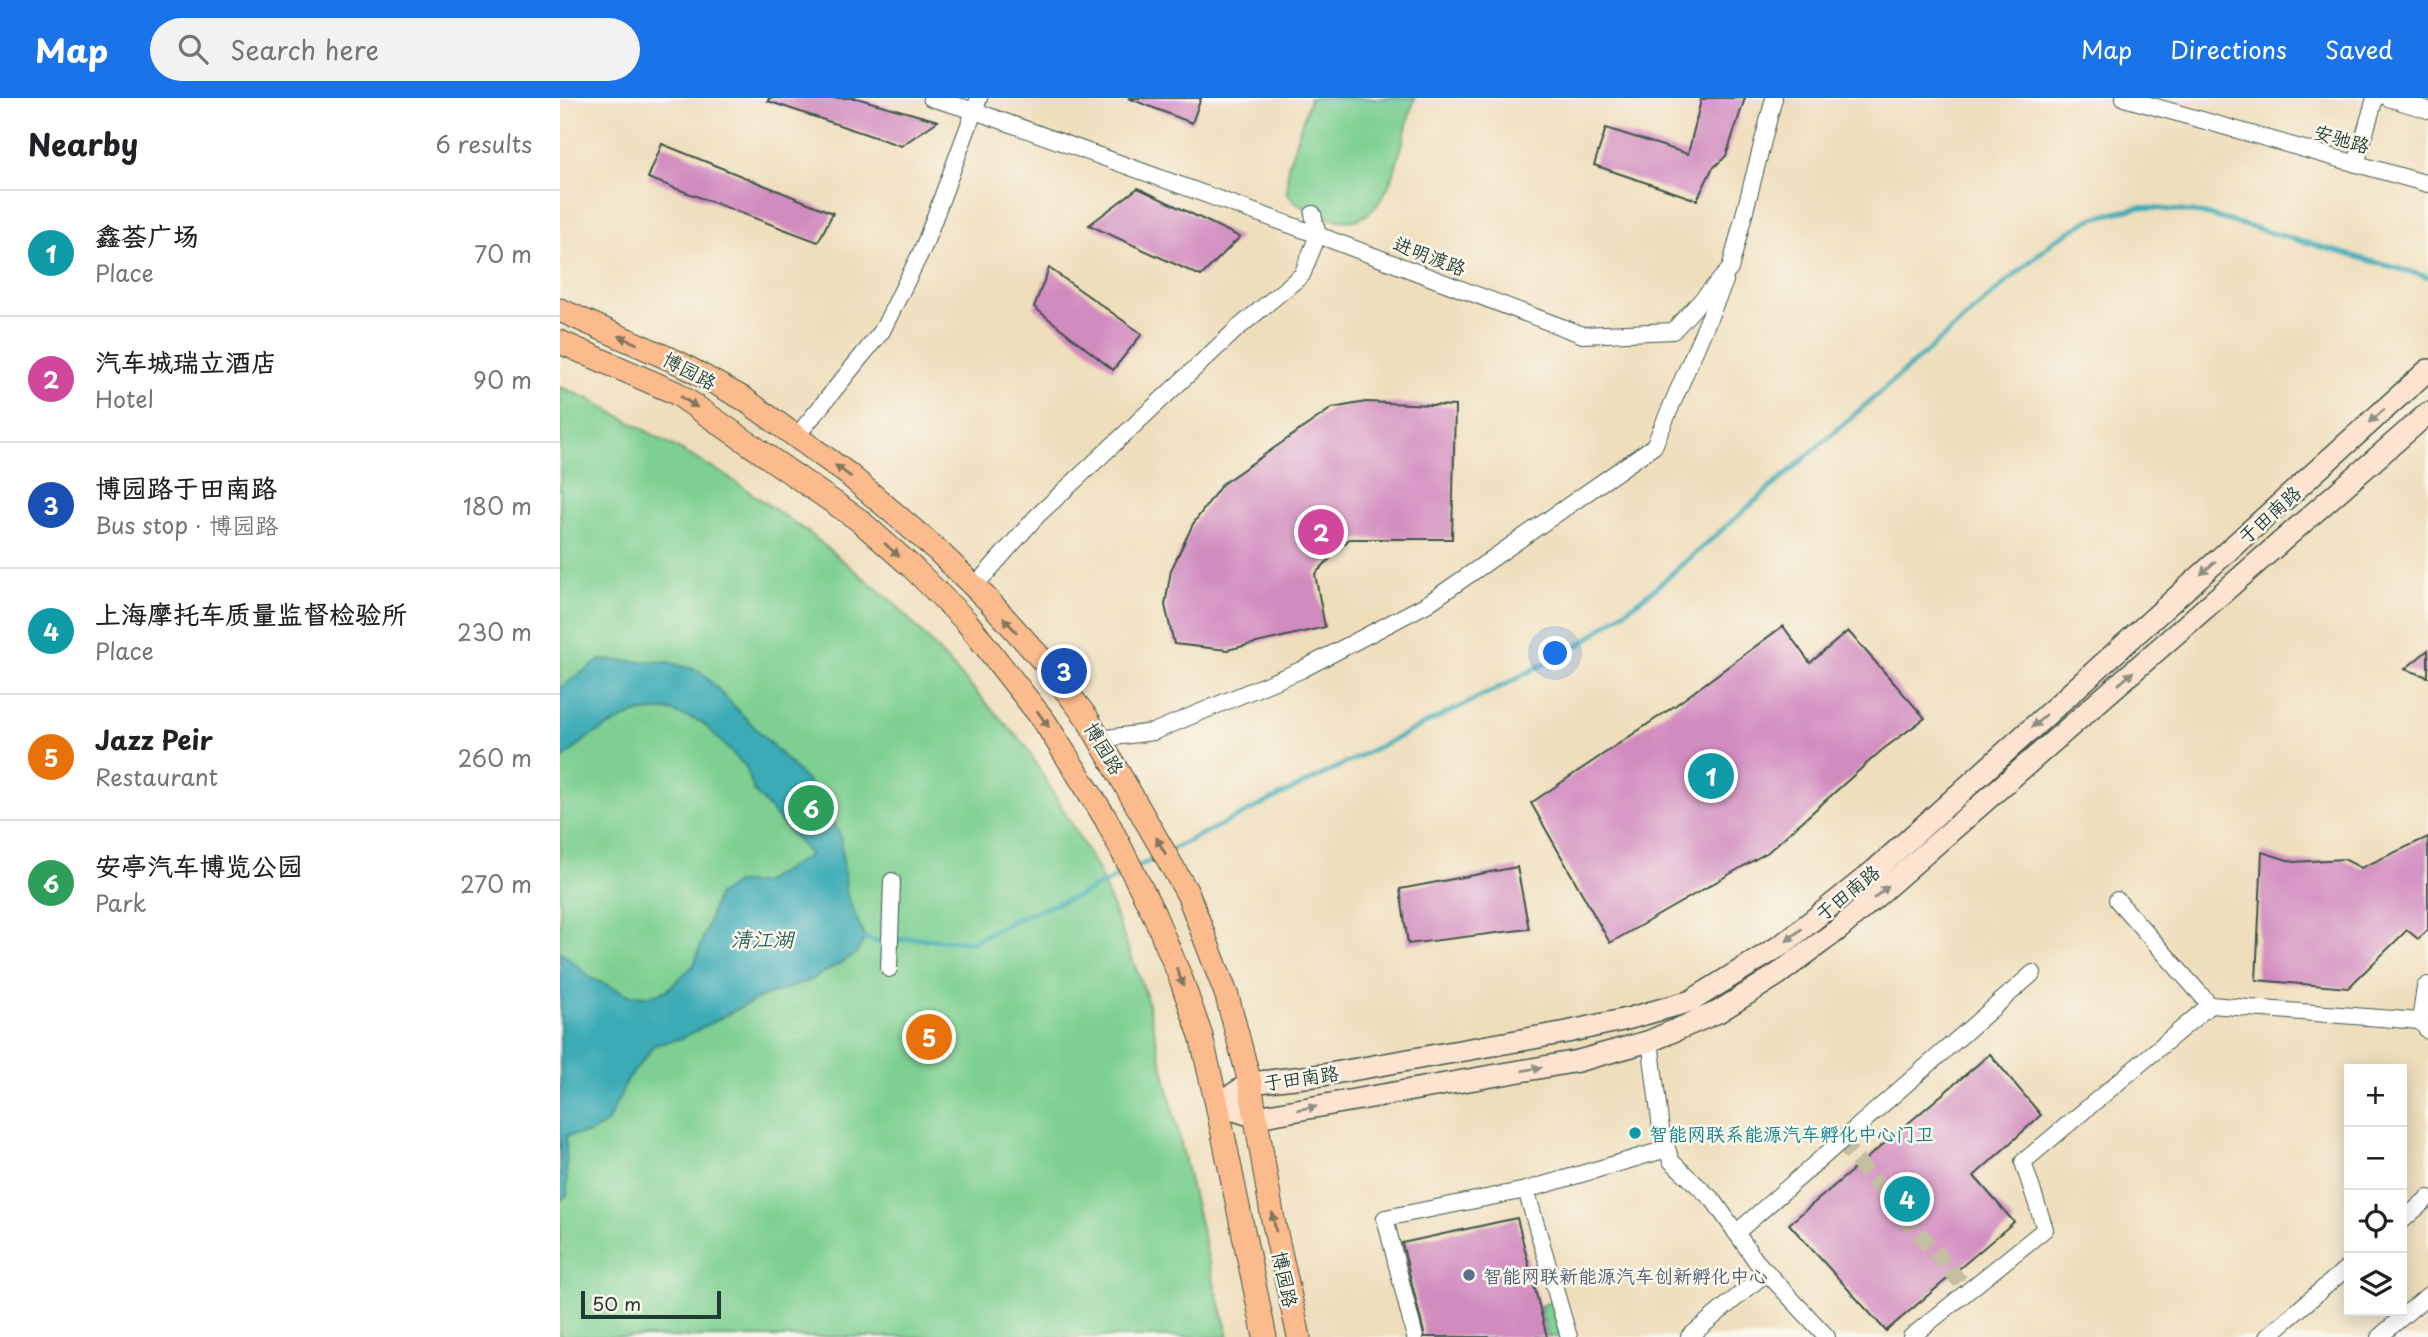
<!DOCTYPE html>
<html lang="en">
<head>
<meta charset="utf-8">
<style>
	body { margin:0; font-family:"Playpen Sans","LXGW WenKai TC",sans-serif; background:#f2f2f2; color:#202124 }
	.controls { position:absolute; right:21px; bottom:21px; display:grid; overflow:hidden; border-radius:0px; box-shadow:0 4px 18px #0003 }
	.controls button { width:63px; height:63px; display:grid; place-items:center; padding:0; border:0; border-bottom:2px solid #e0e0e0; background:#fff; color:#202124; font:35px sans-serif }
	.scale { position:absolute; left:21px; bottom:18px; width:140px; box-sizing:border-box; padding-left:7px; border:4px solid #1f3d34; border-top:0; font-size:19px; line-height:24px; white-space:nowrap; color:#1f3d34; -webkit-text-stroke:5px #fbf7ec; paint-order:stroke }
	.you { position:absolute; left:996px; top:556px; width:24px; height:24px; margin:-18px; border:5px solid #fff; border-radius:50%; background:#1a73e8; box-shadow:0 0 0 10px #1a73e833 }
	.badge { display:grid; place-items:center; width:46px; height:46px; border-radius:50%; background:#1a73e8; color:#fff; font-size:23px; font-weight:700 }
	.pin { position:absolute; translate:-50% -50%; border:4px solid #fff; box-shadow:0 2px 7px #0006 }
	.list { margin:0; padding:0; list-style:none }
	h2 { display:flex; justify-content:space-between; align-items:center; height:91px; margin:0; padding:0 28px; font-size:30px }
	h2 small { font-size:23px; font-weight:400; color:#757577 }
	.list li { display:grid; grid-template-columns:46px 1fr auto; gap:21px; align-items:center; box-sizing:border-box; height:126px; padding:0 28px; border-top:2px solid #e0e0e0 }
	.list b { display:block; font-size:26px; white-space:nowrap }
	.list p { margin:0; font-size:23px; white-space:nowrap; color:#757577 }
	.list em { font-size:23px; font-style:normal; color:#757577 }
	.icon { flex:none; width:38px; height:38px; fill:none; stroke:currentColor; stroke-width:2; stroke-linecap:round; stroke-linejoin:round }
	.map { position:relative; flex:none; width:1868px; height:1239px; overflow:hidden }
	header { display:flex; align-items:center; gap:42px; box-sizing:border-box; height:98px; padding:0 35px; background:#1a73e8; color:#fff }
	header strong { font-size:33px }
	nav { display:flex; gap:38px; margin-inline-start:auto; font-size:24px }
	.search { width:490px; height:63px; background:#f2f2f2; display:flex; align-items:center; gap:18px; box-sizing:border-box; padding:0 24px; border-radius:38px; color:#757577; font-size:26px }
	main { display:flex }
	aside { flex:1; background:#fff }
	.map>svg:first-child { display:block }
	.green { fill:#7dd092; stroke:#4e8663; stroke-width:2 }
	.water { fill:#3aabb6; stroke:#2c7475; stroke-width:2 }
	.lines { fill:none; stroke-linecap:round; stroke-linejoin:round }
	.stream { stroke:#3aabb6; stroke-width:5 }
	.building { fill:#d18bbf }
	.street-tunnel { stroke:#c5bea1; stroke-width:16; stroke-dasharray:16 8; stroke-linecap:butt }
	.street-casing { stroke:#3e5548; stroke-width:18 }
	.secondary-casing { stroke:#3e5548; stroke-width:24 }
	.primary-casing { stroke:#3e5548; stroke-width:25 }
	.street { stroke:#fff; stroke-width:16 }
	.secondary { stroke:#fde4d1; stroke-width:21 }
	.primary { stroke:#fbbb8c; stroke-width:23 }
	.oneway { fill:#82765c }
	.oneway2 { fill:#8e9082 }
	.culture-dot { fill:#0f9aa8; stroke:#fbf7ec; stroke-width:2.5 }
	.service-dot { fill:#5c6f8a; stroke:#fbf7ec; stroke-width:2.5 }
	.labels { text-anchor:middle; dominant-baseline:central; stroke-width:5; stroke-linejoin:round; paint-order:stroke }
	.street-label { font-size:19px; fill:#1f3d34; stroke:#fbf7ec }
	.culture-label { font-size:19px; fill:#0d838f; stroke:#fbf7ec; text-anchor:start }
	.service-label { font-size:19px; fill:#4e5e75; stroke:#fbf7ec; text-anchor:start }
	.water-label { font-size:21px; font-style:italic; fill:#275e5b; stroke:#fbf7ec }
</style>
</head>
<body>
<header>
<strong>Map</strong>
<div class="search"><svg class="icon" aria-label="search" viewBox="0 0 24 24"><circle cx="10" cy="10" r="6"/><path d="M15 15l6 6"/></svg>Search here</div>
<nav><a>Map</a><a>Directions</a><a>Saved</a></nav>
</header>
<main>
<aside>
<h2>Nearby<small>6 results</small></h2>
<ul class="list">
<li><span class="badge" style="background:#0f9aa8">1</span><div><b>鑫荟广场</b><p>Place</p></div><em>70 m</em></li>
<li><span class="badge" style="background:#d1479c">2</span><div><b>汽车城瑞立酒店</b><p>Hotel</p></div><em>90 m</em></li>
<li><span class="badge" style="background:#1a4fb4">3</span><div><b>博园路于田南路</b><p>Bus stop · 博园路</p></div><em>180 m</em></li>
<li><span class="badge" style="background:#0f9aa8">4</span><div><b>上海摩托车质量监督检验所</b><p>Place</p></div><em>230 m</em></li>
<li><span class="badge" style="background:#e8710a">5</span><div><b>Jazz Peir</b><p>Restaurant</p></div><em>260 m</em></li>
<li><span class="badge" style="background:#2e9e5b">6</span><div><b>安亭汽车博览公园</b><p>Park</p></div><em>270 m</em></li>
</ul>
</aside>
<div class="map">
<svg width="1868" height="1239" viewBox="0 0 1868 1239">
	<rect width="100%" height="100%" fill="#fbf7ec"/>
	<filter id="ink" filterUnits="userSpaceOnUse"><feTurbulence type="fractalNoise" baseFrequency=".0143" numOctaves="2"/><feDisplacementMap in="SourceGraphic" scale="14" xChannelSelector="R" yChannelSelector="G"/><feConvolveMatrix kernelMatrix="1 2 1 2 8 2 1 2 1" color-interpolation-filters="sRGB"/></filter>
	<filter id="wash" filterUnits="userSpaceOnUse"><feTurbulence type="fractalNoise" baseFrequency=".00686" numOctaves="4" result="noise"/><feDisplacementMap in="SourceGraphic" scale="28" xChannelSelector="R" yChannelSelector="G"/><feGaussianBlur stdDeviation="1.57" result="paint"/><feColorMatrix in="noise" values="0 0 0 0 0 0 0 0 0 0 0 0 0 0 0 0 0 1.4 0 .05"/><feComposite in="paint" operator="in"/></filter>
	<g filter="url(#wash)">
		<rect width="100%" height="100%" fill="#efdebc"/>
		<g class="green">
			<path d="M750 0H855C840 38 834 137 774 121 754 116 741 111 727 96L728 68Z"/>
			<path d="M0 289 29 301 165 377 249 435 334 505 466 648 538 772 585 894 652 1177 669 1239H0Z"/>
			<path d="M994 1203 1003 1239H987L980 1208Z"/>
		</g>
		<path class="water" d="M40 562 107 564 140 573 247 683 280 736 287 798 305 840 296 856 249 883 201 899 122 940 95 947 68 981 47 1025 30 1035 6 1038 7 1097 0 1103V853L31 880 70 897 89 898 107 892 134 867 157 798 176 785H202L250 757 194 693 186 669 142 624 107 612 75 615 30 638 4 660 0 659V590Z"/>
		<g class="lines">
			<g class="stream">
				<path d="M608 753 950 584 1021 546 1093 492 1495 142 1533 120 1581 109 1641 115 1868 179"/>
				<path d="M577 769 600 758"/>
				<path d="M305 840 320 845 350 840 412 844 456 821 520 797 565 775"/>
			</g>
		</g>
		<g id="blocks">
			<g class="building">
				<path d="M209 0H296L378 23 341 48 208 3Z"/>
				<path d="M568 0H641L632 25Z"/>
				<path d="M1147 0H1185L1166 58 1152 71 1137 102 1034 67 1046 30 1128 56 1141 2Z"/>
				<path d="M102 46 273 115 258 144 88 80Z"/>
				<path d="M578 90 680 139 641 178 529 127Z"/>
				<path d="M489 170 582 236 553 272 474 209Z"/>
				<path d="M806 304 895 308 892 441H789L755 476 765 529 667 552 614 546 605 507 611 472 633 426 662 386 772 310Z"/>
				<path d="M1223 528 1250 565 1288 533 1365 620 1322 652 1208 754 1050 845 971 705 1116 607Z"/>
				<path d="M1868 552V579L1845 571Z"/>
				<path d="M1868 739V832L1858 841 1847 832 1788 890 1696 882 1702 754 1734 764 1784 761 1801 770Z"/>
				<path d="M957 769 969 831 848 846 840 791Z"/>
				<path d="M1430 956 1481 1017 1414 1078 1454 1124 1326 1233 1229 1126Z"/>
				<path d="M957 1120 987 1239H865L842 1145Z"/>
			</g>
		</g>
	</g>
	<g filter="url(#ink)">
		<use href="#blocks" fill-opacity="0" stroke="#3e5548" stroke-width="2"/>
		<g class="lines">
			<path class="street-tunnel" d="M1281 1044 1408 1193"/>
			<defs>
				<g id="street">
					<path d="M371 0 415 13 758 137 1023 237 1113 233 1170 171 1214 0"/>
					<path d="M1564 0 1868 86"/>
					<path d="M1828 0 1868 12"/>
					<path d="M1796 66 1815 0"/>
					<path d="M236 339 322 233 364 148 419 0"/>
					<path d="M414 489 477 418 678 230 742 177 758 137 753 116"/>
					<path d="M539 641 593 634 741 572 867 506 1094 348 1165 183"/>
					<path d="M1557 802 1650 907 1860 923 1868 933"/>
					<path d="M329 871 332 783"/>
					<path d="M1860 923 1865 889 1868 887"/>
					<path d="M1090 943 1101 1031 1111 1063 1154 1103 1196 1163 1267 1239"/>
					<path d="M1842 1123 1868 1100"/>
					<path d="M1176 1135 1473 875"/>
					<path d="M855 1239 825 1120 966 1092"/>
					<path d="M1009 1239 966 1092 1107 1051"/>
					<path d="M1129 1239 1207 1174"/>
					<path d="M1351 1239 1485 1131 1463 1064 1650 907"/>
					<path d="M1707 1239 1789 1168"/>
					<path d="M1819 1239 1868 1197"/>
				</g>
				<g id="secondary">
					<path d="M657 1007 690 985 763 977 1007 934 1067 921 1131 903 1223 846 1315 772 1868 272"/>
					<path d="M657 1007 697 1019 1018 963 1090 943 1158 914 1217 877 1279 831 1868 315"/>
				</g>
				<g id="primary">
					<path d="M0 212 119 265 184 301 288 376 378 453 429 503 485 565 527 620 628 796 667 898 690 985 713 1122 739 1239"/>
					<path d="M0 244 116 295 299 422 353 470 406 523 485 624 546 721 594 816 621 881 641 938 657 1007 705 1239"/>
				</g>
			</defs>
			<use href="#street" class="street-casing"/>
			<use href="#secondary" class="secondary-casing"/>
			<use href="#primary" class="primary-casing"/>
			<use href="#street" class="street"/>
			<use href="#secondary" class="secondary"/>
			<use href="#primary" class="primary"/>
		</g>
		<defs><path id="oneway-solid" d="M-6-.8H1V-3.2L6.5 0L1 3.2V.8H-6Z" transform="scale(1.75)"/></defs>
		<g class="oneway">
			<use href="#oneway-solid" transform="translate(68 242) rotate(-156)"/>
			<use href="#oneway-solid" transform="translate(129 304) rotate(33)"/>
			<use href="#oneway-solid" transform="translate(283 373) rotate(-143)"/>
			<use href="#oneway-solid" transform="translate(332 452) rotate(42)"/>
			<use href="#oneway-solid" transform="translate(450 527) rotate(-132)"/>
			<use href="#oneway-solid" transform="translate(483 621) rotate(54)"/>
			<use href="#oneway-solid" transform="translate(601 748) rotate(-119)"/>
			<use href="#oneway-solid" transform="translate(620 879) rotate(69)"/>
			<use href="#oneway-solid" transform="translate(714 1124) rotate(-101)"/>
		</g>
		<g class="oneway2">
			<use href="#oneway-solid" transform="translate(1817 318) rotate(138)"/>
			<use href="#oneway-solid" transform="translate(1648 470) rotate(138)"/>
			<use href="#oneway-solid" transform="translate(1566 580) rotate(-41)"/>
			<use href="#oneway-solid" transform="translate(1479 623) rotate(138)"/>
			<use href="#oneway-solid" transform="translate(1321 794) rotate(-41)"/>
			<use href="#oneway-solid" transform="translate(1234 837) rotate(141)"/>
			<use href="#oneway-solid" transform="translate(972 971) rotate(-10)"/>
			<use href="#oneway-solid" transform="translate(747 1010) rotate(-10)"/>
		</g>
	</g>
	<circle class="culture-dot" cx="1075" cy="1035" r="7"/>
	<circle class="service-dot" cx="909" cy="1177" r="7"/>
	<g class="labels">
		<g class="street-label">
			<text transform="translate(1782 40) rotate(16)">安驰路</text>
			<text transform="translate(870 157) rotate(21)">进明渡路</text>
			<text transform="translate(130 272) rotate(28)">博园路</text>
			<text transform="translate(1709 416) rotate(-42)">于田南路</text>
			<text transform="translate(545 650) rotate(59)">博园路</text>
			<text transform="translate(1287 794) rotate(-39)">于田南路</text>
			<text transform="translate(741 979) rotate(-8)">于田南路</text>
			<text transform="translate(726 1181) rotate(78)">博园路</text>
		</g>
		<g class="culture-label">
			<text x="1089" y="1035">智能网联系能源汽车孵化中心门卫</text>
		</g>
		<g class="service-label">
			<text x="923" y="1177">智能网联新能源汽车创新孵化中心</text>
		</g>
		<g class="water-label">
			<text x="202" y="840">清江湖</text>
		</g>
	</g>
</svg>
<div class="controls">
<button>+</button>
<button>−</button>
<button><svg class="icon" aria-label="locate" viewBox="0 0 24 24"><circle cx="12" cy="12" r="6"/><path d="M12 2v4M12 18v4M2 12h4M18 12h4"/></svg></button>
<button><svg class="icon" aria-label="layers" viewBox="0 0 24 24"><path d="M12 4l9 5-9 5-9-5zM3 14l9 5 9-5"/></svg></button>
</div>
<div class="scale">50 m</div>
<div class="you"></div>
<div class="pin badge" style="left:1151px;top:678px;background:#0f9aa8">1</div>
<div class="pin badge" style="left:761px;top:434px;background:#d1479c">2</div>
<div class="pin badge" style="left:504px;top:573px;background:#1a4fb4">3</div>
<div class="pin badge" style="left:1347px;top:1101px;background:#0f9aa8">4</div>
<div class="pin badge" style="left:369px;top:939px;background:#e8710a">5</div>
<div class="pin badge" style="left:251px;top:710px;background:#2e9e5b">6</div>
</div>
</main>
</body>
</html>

━━━

§ **Your task**:
Read the data above and pull out each line that holds the string "strong".

§ **Task result**:
	header strong { font-size:33px }
<strong>Map</strong>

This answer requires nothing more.